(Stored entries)
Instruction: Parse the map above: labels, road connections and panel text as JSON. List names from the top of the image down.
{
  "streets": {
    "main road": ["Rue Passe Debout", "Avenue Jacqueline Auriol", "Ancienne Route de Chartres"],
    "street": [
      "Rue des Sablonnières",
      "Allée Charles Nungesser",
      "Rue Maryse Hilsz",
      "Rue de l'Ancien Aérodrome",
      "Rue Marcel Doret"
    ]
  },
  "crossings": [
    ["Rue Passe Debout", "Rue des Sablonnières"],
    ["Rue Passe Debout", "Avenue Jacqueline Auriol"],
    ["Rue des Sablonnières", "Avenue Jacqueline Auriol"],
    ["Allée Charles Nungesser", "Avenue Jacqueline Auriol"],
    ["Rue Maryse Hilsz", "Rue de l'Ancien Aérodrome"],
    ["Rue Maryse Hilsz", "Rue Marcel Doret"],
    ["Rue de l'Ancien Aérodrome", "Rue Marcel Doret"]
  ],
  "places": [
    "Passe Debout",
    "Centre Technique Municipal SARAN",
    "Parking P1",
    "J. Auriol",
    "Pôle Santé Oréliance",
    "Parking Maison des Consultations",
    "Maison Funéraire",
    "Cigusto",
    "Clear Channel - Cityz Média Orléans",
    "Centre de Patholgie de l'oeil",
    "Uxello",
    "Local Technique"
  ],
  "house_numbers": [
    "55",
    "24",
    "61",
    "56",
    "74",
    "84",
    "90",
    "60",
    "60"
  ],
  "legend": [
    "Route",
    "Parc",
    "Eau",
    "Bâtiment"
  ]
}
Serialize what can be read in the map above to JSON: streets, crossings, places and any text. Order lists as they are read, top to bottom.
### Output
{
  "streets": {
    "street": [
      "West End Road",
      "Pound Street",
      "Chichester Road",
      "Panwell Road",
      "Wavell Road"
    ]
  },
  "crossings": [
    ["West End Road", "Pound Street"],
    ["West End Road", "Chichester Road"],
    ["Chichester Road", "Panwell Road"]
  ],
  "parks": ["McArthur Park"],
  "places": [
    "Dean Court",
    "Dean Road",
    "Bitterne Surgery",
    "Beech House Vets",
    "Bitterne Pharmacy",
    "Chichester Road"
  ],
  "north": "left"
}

Problem statement: Check the lines above and copy each one that includes "Sablonnières".

Answer:
      "Rue des Sablonnières",
    ["Rue Passe Debout", "Rue des Sablonnières"],
    ["Rue des Sablonnières", "Avenue Jacqueline Auriol"],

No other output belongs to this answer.